Fly towards the Future with Renewables!
By Daniele Pagani
“The future belongs to renewables!”: this is not anymore a mere statement, but a reality, thanks to the pioneers behind the Solar Impulse project.
For those readers who never heard about this project, the Solar Impulse 2 was the first plane which was able to fly around the world without using a single drop of fossil fuel. Instead, it used a fuel which is clean, available in endless amounts and is the source of any other type of fuel and energy on Earth: the sun.
The idea of solar planes is not new and it has already been experimented in the 1970s, with the AstroFlight Sunrise, which was the first unmanned aircraft powered by solar power. But, unlike the Solar Impulse, it was not able to fly during the night.
The Solar Impulse project started in 2002, when a feasibility study was commissioned to the Ecole Polytechnique de Lausanne (Switzerland), which was the first step for the realization of the project; it took more than six year to move from the idea-stage to a fully functional model, the Solar Impulse 1, which was presented on the 26th of June 2009 in front of 800 guests. The plane had a wingspan of 63 m and a weight of 1'600 kg.
Approximately one year later, the Solar Impulse 1 made its first night flight, proving that it was possible to fly also if the sun was not available. This was the beginning of a series of test flights at an international level: in 2011, the aircraft flew to Paris and Brussels, following the invitations of the European Commision and Parliament, where it met 150'000 fans in only three days.

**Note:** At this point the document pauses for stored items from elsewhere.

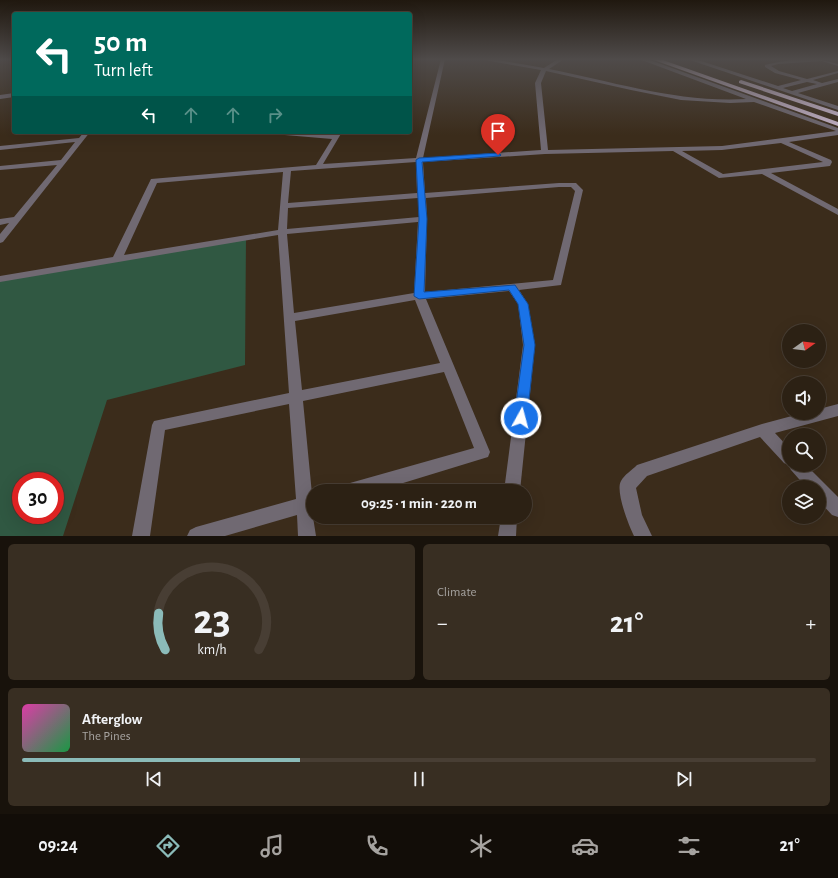 <!DOCTYPE html>
<meta charset="utf-8">
<style>
body{margin:0;font-family:"Alegreya Sans",sans-serif;background:#382e22;color:#f1f3f6;height:100vh;display:flex;flex-direction:column;font-size:15px;white-space:nowrap}
*{box-sizing:border-box;margin:0}
p{font-size:13px;color:#a6a3a0}
.icon{flex:none;width:22px;height:22px;fill:none;stroke:currentColor;stroke-width:2;stroke-linecap:round;stroke-linejoin:round}
.map{position:relative;height:536px;overflow:hidden}
.panel{display:flex;flex-direction:column;gap:8px;padding:8px;background:#18120b;flex:1}
.panel>*{flex:none}
.hud{position:absolute;left:12px;top:12px;width:400px;height:122px;border-radius:4px;box-shadow:0 4px 16px #0002,0 0 0 1px #483e34;background:#00695c;color:#fff;overflow:hidden}
.needle{width:26px;rotate:75deg}
.tools{position:absolute;left:782px;top:324px;display:grid;gap:8px}
.tools a{display:grid;place-items:center;width:44px;height:44px;border-radius:50%;background:#2c2114;box-shadow:0 4px 16px #0002,0 0 0 1px #483e34;font-size:20px}
.speed{position:absolute;left:12px;top:472px;display:flex;gap:8px;font-size:20px;font-weight:700;text-align:center}
.speed>*{display:grid;place-content:center;width:52px;height:52px;border-radius:50%;background:#2c2114;box-shadow:0 4px 16px #0002,0 0 0 1px #483e34;line-height:1}
.speed .limit{border:6px solid #d22;background:#fff;color:#111}
.pin{position:absolute;display:grid;place-items:center;width:34px;height:34px;color:#fff;margin:-41px -17px;border-radius:50% 50% 50% 0;rotate:-45deg;box-shadow:0 0 4px #0007}
.pin .icon{rotate:45deg}
.me{position:absolute;width:44px;margin:-22px;rotate:7deg;stroke-linejoin:round;filter:drop-shadow(0 0 3px #0008)}
.turn{display:flex;align-items:center;gap:14px;height:84px;padding:0 16px;font-size:18px}
.turn .icon{width:52px;height:52px;stroke-width:2.5}
.turn b{display:block;font-size:28px;line-height:34px}
.lanes{display:flex;align-items:center;height:38px;padding:0 16px;background:#0003;justify-content:center;gap:20px;direction:ltr}
.lanes .off{opacity:.35}
.big{font-size:30px;font-weight:600;line-height:1.1}
.panel .card{flex:1;display:flex;flex-direction:column;justify-content:center;gap:6px;min-width:0;padding:0 14px;border-radius:6px;background:#382e22}
.panel .dial{align-items:center;gap:0}
.dial svg{height:104px;overflow:visible;fill:none;stroke:#483e34;stroke-width:7;stroke-linecap:round;text-anchor:middle}
.dial text{fill:#f1f3f6;stroke:none}
.song{display:flex;align-items:center;gap:12px}
.cover{width:48px;height:48px;border-radius:6px;background:linear-gradient(135deg,hsl(320 70% 55%),hsl(140 70% 35%))}
.played{height:4px;border-radius:2px;background:linear-gradient(90deg,#8bbbb9 35%,#483e34 35%)}
.keys{display:flex;justify-content:space-around;direction:ltr}
.heat{display:flex;justify-content:space-between;align-items:center;font-size:22px;direction:ltr}
.panel .tiles{flex:1;display:grid;gap:8px;grid-template-columns:1fr 1fr}
.card:last-child{grid-column:span 2}
.trip{position:absolute;left:306px;top:484px;width:226px;height:40px;border-radius:20px;background:#2c2114;box-shadow:0 4px 16px #0002,0 0 0 1px #483e34;font-weight:600;line-height:40px;text-align:center}
.menu{display:flex;height:64px;justify-content:space-around;align-items:center;background:#120d08;color:#a6a3a0}
.menu .icon{width:28px;height:28px}
.menu .on{color:#8bbbb9}
.menu b{font-size:18px;color:#f1f3f6}
.map>svg:first-child{display:block}
.green{fill:#305842;fill-rule:evenodd}
.lines{fill:none;stroke-linecap:round;stroke-linejoin:round}
.minor{fill:#706972;fill-rule:evenodd}
.highway{fill:#cab8ce;fill-rule:evenodd}
.route{fill:#1a73e8;stroke:#114b97}
</style>
<div class="map">
<svg width="838" height="536" viewBox="0 0 838 536">
<rect width="100%" height="100%" fill="#3b2c1b"/>
<!-- green -->
<path class="green" d="M246,238L245,365L107,400L63,536H0V279ZM21,481H55V515H21Z"/>
<g class="lines">
<!-- minor -->
<path class="minor" d="M441,59H445L423,158L541,150L535,83L541,70L478,59H492L544,68L558,59H564L549,69C615,82 679,103 746,99L639,59H647L838,128V135L789,142L831,160L832,162L830,166L771,173L838,209V215L762,174L719,178L673,151L545,154L423,162L425,193L559,183H576L583,190L561,285L519,290L528,304L535,345L520,491H504L523,345L518,304L509,291L426,299L490,452L488,457L377,491H342L344,485L350,483L474,448L444,372L303,401L312,494H313V517L316,536H298L297,515L225,536H187L190,530L196,527L296,499L289,404L165,430L150,536H132L152,425L154,421L289,393L278,235L0,282V276L113,257L151,179L316,165L332,139L273,134L270,132H297L335,135L336,132H342L323,164L416,158ZM546,71L631,90L681,100L730,103L754,102L836,131L722,146L548,150L541,83ZM781,143L823,162L723,174L682,151L722,150ZM416,162L417,193L288,203L291,171ZM283,172L278,230L124,255L157,183ZM559,187H571L575,191L553,280L425,292L427,219L426,198ZM418,198L419,217L287,229L288,208ZM418,222L414,293L294,313L287,234ZM415,300L440,363L302,390L295,321Z
M687,59H695L778,86L801,80L775,73L765,67V65C788,59 815,56 838,64V66L822,61L778,64L771,66L779,71L807,79L838,71V73L813,80L822,83L838,79V82L798,93L838,106V110ZM807,82L817,84L792,91L783,88Z
M14,93V97L0,99V95Z
M84,132H90L3,242L0,243V234L9,223L0,225V219L14,217L57,165L0,170V166L61,160L75,142L0,150V146L79,138Z
M838,404V416L775,433L789,448V465H806L838,497V517L832,515L819,501V487H806L791,470L788,465L784,463L760,437L647,476L636,488L642,515L652,536H634C629,526 615,491 621,481C624,475 632,470 637,465L762,424L803,413H819V409Z
M501,517H517L516,536H498Z"/>
<!-- highway -->
<path class="highway" d="M651,59H660L838,122V126Z
M741,80L838,112V116L739,83V81Z"/>
</g>
<!-- sky -->
<linearGradient id="sky" x2="0" y2="1"><stop stop-color="#20180f"/><stop offset="0.44" stop-color="#4f4b4a"/><stop offset="1" stop-color="#4f4b4a" stop-opacity="0"/></linearGradient>
<rect width="838" height="135" fill="url(#sky)"/>
<!-- route -->
<path class="route" d="M498,153L501,155L500,156L422,162L427,219L424,292L515,285L528,304L535,345L527,418L525,422L521,423L516,422L514,418L524,345L518,304L509,290L419,299L414,296L419,219L416,160L419,158Z"/>
</svg>
<div class="tools">
<a><svg class="needle" viewBox="-14 -14 28 28"><path d="M0-13l5 13h-10z" fill="#e53935"/><path d="M0 13l5-13h-10z" fill="#a6a3a0"/></svg></a>
<a><svg class="icon" aria-label="sound" viewBox="0 0 24 24"><path d="M4 9h4l5-4v14l-5-4H4zM17 9q2 3 0 6"/></svg></a>
<a><svg class="icon" aria-label="search" viewBox="0 0 24 24"><circle cx="10" cy="10" r="6"/><path d="M15 15l6 6"/></svg></a>
<a><svg class="icon" aria-label="layers" viewBox="0 0 24 24"><path d="M12 4l9 5-9 5-9-5zM3 14l9 5 9-5"/></svg></a>
</div>
<div class="speed"><div class="limit">30</div></div>
<div class="pin" style="left:498px;top:155px;background:#d93025"><svg class="icon" aria-label="arrive" viewBox="0 0 24 24"><path d="M6 21V4h12l-3 4 3 4H6"/></svg></div>
<svg class="me" style="left:521px;top:418px" viewBox="-20 -20 40 40"><circle r="17" fill="#1a73e8" stroke="#fff" stroke-width="3"/><path d="M0-11L8 9 0 5-8 9z" fill="#fff"/></svg>
<div class="trip">09:25 · 1 min · 220 m</div>
<div class="hud">
<div class="turn"><svg class="icon" aria-label="left" viewBox="0 0 24 24"><path d="M17 20v-9H6M10 6l-5 5 5 5"/></svg><div><b>50 m</b>Turn left</div></div>
<div class="lanes"><svg class="icon" aria-label="left" viewBox="0 0 24 24"><path d="M17 20v-9H6M10 6l-5 5 5 5"/></svg><svg class="icon off" aria-label="ahead" viewBox="0 0 24 24"><path d="M12 20V5M6 11l6-6 6 6"/></svg><svg class="icon off" aria-label="ahead" viewBox="0 0 24 24"><path d="M12 20V5M6 11l6-6 6 6"/></svg><svg class="icon off" aria-label="right" viewBox="0 0 24 24"><path d="M7 20v-9h11M14 6l5 5-5 5"/></svg></div>
</div>
</div>
<section class="panel">
<div class="tiles">
<div class="card dial"><svg viewBox="0 0 100 80">
<path d="M14 69A42 42 0 1 1 86 69"/>
<path d="M14 69A42 42 0 0 1 9 41" stroke="#8bbbb9"/>
<text x="50" y="56" font-size="32" font-weight="700">23</text>
<text x="50" y="72" font-size="11">km/h</text>
</svg></div>
<div class="card"><p>Climate</p>
<div class="heat"><a>−</a><b class="big">21°</b><a>+</a></div>
</div>
<div class="card">
<div class="song"><i class="cover"></i><div><b>Afterglow</b><p>The Pines</p></div></div>
<div class="played"></div>
<div class="keys"><svg class="icon" aria-label="previous" viewBox="0 0 24 24"><path d="M18 5L8 12l10 7zM5 5v14"/></svg><svg class="icon" aria-label="pause" viewBox="0 0 24 24"><path d="M8 5v14M16 5v14"/></svg><svg class="icon" aria-label="next" viewBox="0 0 24 24"><path d="M6 5l10 7-10 7zM19 5v14"/></svg></div>
</div>
</div>
</section>
<nav class="menu">
<b>09:24</b>
<svg class="icon on" aria-label="directions" viewBox="0 0 24 24"><path d="M12 3l9 9-9 9-9-9zM9 14v-3h6M13 9l2 2-2 2"/></svg>
<svg class="icon" aria-label="music" viewBox="0 0 24 24"><path d="M9 18V5l10-2v13"/><circle cx="6" cy="18" r="3"/><circle cx="16" cy="16" r="3"/></svg>
<svg class="icon" aria-label="phone" viewBox="0 0 24 24"><path d="M5 4h4l2 5-3 2q2 4 5 5l2-3 5 2v4C11 20 4 13 5 4z"/></svg>
<svg class="icon" aria-label="climate" viewBox="0 0 24 24"><path d="M12 3v18M4 7l16 10M4 17L20 7"/></svg>
<svg class="icon" aria-label="car" viewBox="0 0 24 24"><path d="M5 17H2v-5l4-1 3-4h7l3 4 3 1v5h-3M9 17h6M6 11h13"/><circle cx="7" cy="17" r="2"/><circle cx="17" cy="17" r="2"/></svg>
<svg class="icon" aria-label="filters" viewBox="0 0 24 24"><path d="M4 7h16M4 17h16"/><circle cx="9" cy="7" r="2"/><circle cx="15" cy="17" r="2"/></svg>
<b>21°</b>
</nav>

The following year, the plane travelled to Morocco, covering 6'000 km without using any fuel. The next step was to travel across United States (2013), for a distance of 5'650 km.

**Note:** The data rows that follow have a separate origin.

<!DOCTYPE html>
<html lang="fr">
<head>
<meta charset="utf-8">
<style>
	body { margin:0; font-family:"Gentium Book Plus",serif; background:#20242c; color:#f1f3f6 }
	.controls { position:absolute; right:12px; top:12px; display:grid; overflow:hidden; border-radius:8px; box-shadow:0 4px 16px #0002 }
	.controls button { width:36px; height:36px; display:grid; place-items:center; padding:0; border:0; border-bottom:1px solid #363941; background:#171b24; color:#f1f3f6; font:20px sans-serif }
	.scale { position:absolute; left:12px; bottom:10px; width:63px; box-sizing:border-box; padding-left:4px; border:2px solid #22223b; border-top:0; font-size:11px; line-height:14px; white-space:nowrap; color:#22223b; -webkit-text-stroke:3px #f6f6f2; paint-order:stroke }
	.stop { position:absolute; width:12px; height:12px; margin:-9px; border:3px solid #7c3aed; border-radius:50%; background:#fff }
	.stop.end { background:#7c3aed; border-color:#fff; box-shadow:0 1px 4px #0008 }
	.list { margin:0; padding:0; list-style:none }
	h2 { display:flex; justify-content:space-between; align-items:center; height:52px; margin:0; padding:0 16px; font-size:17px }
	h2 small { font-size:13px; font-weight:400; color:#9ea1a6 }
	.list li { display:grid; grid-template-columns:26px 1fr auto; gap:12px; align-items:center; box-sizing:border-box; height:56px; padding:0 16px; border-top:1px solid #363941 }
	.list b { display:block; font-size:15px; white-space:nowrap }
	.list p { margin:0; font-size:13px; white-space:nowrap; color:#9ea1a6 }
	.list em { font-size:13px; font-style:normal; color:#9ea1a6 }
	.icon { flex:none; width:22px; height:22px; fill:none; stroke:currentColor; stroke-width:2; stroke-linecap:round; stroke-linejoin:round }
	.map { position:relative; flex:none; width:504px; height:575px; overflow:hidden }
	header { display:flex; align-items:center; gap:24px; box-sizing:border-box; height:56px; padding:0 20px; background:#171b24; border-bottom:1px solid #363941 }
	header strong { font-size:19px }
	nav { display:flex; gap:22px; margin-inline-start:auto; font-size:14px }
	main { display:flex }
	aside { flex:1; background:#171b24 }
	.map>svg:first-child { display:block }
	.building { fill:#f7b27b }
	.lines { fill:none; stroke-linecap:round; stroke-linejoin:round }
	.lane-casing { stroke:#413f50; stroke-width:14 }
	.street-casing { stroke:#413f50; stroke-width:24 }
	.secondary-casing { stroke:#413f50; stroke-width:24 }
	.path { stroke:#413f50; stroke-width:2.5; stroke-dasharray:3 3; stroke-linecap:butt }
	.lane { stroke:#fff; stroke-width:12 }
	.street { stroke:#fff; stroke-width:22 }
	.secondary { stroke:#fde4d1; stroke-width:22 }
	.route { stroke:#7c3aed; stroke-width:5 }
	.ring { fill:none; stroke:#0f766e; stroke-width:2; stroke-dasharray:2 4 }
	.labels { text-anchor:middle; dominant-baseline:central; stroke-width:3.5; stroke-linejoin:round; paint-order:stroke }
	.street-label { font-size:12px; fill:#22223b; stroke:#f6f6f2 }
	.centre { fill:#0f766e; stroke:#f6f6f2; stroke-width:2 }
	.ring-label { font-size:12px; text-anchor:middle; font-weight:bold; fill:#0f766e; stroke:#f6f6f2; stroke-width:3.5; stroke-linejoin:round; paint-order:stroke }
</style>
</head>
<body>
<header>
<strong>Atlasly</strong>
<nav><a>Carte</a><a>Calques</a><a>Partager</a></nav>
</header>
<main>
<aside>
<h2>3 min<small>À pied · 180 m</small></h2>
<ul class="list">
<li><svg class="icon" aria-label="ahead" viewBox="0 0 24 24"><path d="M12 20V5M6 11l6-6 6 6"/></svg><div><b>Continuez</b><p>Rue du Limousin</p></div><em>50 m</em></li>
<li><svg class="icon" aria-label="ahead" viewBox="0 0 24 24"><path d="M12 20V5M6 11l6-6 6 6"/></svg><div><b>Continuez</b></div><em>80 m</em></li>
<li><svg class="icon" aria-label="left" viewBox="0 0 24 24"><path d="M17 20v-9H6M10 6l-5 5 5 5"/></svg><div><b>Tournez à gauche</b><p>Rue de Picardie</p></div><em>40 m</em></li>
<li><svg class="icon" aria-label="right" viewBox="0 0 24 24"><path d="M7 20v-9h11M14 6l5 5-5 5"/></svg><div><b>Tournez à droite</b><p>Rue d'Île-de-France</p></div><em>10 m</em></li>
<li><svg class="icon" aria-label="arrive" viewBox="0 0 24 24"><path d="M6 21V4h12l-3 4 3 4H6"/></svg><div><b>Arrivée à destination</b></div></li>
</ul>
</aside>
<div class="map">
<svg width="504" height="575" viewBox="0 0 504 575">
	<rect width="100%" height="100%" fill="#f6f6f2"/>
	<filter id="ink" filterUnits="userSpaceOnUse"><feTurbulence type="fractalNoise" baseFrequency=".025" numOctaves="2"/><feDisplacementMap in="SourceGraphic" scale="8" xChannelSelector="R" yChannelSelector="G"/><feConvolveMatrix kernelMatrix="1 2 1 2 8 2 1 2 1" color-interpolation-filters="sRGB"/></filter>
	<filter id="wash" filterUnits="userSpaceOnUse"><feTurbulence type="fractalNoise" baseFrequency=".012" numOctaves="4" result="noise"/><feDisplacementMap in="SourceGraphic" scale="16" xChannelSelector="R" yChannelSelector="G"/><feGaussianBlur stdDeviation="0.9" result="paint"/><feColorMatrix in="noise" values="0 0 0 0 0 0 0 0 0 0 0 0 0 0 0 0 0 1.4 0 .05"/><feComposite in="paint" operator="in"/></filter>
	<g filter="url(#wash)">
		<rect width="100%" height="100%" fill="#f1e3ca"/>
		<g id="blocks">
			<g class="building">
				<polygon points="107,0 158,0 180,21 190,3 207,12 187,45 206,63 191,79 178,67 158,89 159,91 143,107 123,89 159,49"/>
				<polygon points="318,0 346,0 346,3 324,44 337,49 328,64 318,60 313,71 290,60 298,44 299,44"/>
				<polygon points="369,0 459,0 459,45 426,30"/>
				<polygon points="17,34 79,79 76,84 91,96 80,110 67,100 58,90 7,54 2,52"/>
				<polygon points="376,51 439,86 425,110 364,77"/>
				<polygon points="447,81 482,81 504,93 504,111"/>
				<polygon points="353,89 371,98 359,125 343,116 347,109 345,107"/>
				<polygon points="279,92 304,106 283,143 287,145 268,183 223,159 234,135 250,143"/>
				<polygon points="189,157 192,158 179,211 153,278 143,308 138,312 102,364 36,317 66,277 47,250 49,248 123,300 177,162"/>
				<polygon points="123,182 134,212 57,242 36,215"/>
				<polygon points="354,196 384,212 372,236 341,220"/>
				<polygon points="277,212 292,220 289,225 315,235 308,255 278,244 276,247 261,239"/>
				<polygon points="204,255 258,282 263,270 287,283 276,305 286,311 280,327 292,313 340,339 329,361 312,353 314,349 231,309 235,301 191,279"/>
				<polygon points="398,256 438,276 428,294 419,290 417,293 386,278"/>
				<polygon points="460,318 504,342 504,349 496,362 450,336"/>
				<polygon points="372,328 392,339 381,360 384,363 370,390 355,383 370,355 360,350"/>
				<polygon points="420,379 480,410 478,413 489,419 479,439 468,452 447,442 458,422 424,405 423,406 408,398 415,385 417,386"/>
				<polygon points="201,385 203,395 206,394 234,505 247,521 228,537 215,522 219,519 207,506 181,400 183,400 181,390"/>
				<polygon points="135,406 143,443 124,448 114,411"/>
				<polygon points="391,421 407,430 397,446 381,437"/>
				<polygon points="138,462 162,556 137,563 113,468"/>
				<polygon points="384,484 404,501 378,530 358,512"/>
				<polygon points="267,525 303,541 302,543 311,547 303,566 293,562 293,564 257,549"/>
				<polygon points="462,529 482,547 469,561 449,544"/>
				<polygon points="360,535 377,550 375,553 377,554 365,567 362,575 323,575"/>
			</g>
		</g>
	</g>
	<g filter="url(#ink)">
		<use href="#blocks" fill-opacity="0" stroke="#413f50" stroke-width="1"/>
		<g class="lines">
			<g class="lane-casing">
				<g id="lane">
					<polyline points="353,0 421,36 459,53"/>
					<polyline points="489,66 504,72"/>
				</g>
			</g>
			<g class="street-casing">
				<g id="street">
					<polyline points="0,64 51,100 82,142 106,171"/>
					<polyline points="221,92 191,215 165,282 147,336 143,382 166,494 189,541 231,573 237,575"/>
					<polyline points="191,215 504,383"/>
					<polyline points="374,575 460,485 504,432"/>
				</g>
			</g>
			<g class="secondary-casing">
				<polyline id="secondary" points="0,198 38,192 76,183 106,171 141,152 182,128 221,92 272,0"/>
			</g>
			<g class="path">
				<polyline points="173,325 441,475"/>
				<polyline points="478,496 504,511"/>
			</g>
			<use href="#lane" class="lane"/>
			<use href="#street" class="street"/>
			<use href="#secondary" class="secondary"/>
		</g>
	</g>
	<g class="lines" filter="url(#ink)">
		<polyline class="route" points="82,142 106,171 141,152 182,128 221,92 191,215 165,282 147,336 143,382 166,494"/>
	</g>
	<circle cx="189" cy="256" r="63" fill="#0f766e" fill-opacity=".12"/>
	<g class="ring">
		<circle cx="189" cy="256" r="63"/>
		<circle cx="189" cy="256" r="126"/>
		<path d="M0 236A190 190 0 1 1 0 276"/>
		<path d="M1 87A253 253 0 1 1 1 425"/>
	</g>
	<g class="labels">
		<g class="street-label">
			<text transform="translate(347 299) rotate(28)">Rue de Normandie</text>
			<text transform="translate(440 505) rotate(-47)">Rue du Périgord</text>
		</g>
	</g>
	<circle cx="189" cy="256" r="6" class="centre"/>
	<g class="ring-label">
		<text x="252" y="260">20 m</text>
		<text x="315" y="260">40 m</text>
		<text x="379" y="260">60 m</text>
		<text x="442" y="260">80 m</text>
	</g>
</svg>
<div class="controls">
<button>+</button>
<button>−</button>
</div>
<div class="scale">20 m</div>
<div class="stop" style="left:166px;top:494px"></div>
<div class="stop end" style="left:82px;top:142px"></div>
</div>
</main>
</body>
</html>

In April 2014, the Solar Impulse 2 was presented to the public. The prototype has a 72 m wingspan (more than a Boeing 747), a weight of 2'300 kg and it is equipped with a number of last-generation technologies: the power is provided by 17'248 solar cells with an efficiency of 22,7% (efficiency of regular cells: ca. 16%), which are only 135 µm thick (like a human hair) and, therefore, ultralight. The electricity produced powers four 17,4 HP electric engines, with an efficiency of 97%, which is a considerable improvement both in comparison with standard electric engines (η=80-92%) and with thermal engines (η=30%). The extra electricity is stored in four lithium polymer batteries, with a density of 260 Wh/kg and a total mass of 633 kg, which allow the plane to fly also during the night. Furthermore, to save energy, the aircraft is not equipped with conventional lights, but with LED technology.
The entire plane is made of composite materials, such as carbon fiber, which reduce the weight without decreasing the strength. A bee-nest structure allows the plane to have layers of carbon material weighting only 25 g/m2 (three times lighter than paper).
The cockpit has only 3,8 m3 of space available and it is equipped so that the pilot can fly for an entire week without the need of stopping. The thermal insulation is done by using a special foam, which has pores that are 40% smaller than the conventional ones, therefore making it very strong an lightweight at the same time.
The plane can fly up to 8'500 m, but during the night descends at 1'500 for saving energy. The maximum speed is 70 km/h, and it takes off at 44 km/h.
The two pilots, Bertrand Piccard (58) and André Borschberg (63), have flown alternately for 40'000 km for almost 17 months, 10 of which were a stop in Hawaii due to overheating of the batteries. The pilots, who were constantly supported by a team of 90 people (engineers, scientists, technicians and media responsible) flew in 17 legs, from and to Abu Dhabi (UAE):
|Muscat – Ahmedabad
|Ahmedabad – Varanasi
|Varanasi – Mandalay
|Mandalay – Chongqing
|Chongqing – Nanjing
|Nanjing – Nagoya
||117h 52 m
|Honolulu – S.Francisco
|S. Francisco – Phoenix
|Phoenix – Tulsa
|Tulsa – Dayton
|Dayton – Lehigh Valley
|Lehigh Valley – New York
|New York – Seville
|Cairo – Abu Dhabi
To understand how important is this result, a conventional van (same weight as the Solar Impulse 2) would need more than 3'300 liters of fuel to cover the same distance. This data should explain how extraordinary is what the Solar Impulse team achieved.
With their adventure, the team showed that renewable energy is the future for any application and, although at the moment it is not possible to use solar power for commercial aircrafts, that does not mean that it will not be viable in the future.